Nothing but the lines below, from the first through the line containing "Give bounding boxes", should be set down, each one exactly and without pictures.

┌─ Source records

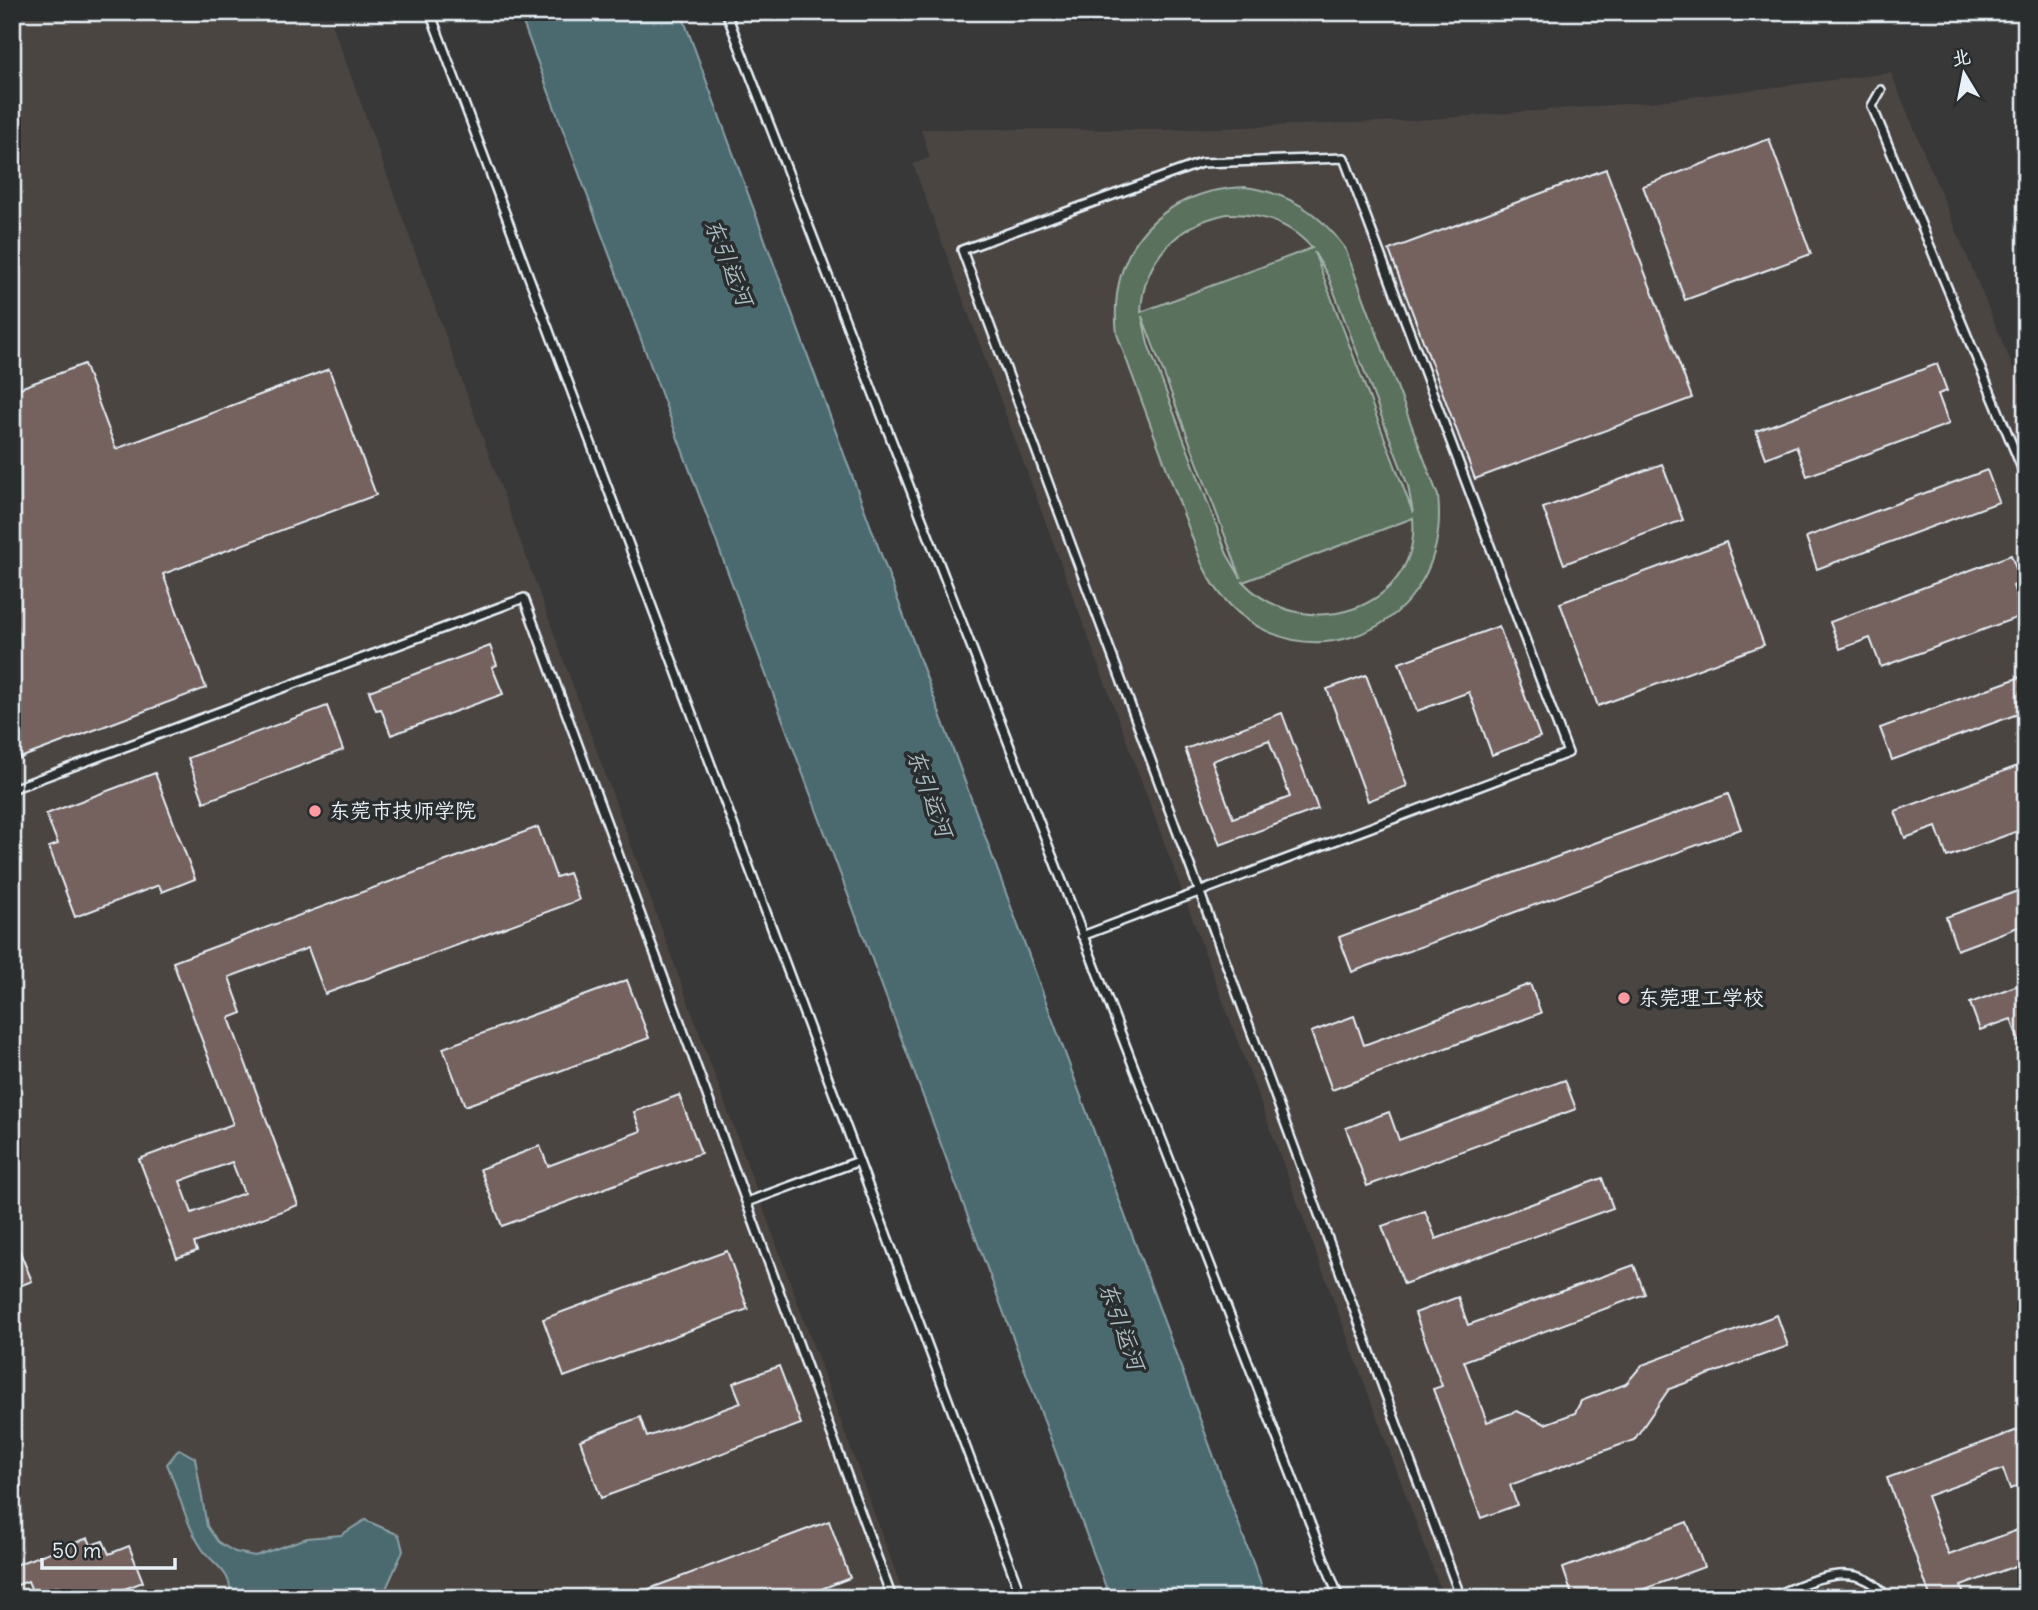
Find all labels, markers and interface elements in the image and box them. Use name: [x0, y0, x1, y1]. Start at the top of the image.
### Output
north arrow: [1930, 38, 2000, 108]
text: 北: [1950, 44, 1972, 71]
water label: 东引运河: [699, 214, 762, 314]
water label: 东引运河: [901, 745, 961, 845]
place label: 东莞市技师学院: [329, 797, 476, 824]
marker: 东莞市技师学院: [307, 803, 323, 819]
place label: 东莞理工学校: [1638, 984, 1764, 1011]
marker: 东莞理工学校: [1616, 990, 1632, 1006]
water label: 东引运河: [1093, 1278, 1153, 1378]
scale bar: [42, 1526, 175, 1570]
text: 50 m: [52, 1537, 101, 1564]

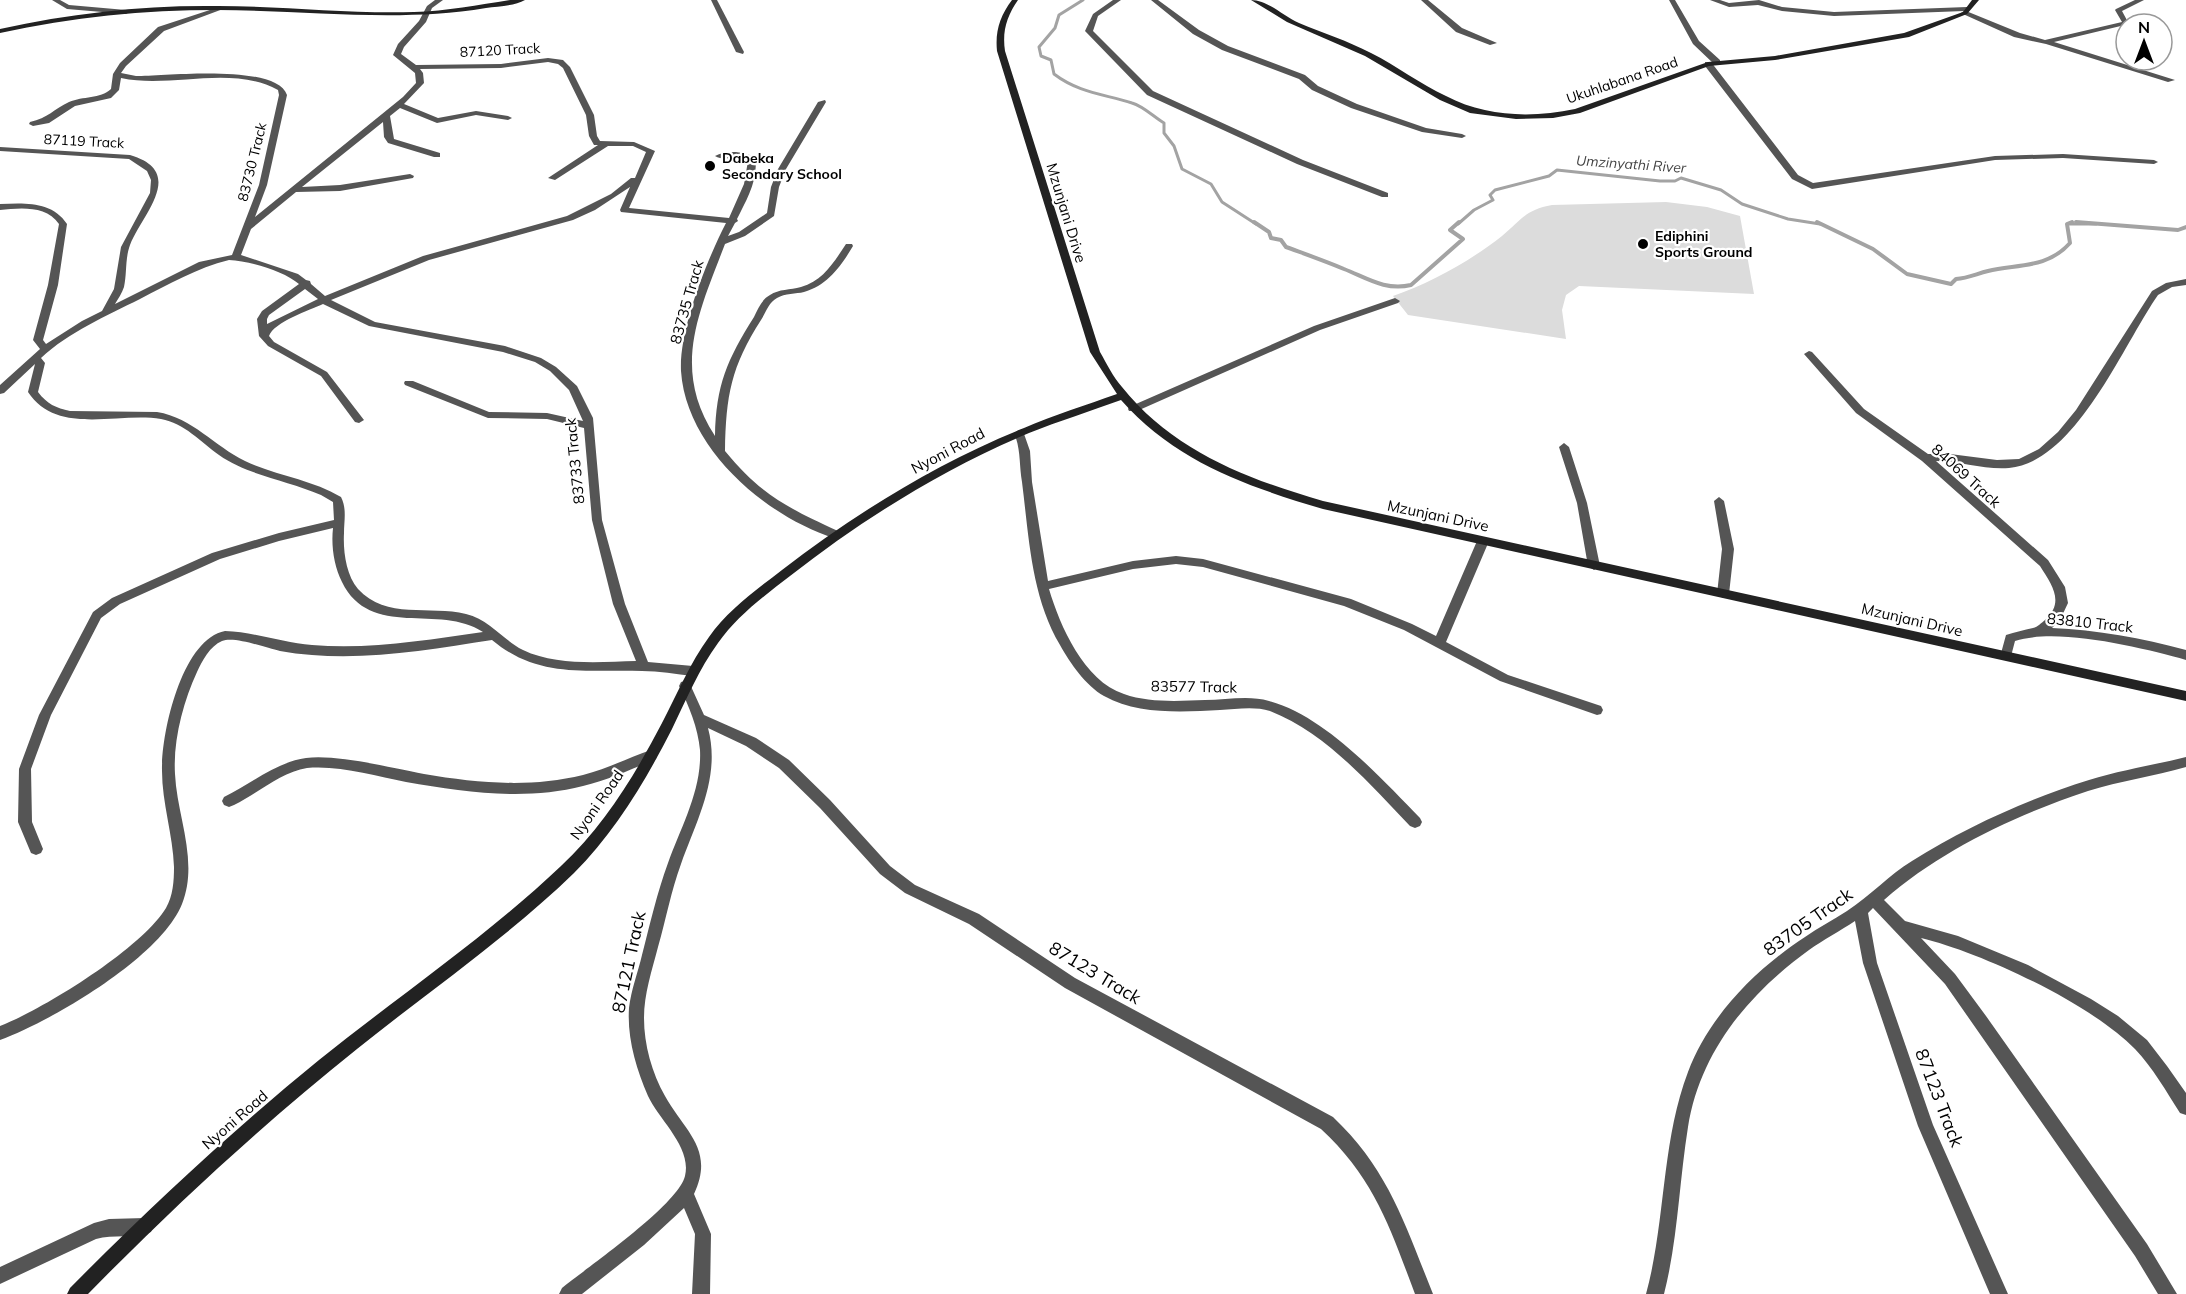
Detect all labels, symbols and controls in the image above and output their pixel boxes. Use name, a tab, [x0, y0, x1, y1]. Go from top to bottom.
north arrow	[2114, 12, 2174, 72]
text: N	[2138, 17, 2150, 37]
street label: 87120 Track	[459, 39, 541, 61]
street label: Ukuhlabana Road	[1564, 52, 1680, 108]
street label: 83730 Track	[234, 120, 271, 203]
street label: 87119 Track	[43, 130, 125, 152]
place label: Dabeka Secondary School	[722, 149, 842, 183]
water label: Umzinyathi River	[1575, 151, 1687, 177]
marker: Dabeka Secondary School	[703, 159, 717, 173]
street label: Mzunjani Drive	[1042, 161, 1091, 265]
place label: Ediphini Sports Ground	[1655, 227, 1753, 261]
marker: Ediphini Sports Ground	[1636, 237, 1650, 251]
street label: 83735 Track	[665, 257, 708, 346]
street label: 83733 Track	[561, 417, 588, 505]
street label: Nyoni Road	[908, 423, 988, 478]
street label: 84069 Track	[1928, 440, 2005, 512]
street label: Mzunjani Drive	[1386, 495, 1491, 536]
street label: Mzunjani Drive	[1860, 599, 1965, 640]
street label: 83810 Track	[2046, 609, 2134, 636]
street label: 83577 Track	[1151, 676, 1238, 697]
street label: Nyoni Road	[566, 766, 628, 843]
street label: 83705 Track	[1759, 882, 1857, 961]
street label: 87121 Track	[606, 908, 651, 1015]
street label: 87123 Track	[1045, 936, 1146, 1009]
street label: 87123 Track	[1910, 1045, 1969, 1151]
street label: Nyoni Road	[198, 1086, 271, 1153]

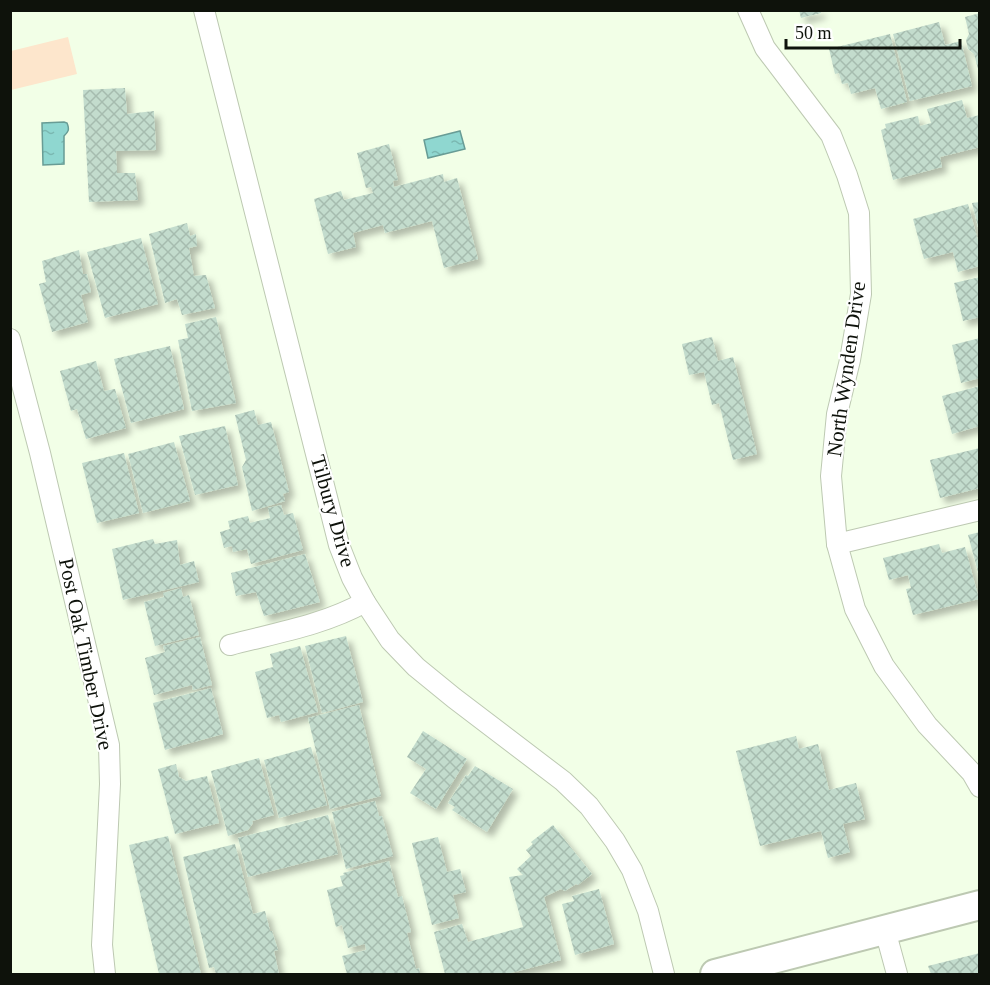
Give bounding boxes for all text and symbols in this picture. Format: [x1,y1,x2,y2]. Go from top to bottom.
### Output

└─

* _Response box_:
Find all labels, markers and interface elements in the image and box them. Use name: [x0, y0, x1, y1]. Start at the top of the image.
### Output
north arrow: [1930, 38, 2000, 108]
text: 北: [1950, 44, 1972, 71]
water label: 东引运河: [699, 214, 762, 314]
water label: 东引运河: [901, 745, 961, 845]
place label: 东莞市技师学院: [329, 797, 476, 824]
marker: 东莞市技师学院: [307, 803, 323, 819]
place label: 东莞理工学校: [1638, 984, 1764, 1011]
marker: 东莞理工学校: [1616, 990, 1632, 1006]
water label: 东引运河: [1093, 1278, 1153, 1378]
scale bar: [42, 1526, 175, 1570]
text: 50 m: [52, 1537, 101, 1564]

Detect all labels, symbols and controls in the image above and output their pixel boxes. Use name, a tab, [x0, y0, x1, y1]. Go from top to bottom.
north arrow	[2114, 12, 2174, 72]
text: N	[2138, 17, 2150, 37]
street label: 87120 Track	[459, 39, 541, 61]
street label: Ukuhlabana Road	[1564, 52, 1680, 108]
street label: 83730 Track	[234, 120, 271, 203]
street label: 87119 Track	[43, 130, 125, 152]
place label: Dabeka Secondary School	[722, 149, 842, 183]
water label: Umzinyathi River	[1575, 151, 1687, 177]
marker: Dabeka Secondary School	[703, 159, 717, 173]
street label: Mzunjani Drive	[1042, 161, 1091, 265]
place label: Ediphini Sports Ground	[1655, 227, 1753, 261]
marker: Ediphini Sports Ground	[1636, 237, 1650, 251]
street label: 83735 Track	[665, 257, 708, 346]
street label: 83733 Track	[561, 417, 588, 505]
street label: Nyoni Road	[908, 423, 988, 478]
street label: 84069 Track	[1928, 440, 2005, 512]
street label: Mzunjani Drive	[1386, 495, 1491, 536]
street label: Mzunjani Drive	[1860, 599, 1965, 640]
street label: 83810 Track	[2046, 609, 2134, 636]
street label: 83577 Track	[1151, 676, 1238, 697]
street label: Nyoni Road	[566, 766, 628, 843]
street label: 83705 Track	[1759, 882, 1857, 961]
street label: 87121 Track	[606, 908, 651, 1015]
street label: 87123 Track	[1045, 936, 1146, 1009]
street label: 87123 Track	[1910, 1045, 1969, 1151]
street label: Nyoni Road	[198, 1086, 271, 1153]

Give bounding boxes for all text and symbols in this picture. Format: [x1,y1,x2,y2]. Go from top to bottom.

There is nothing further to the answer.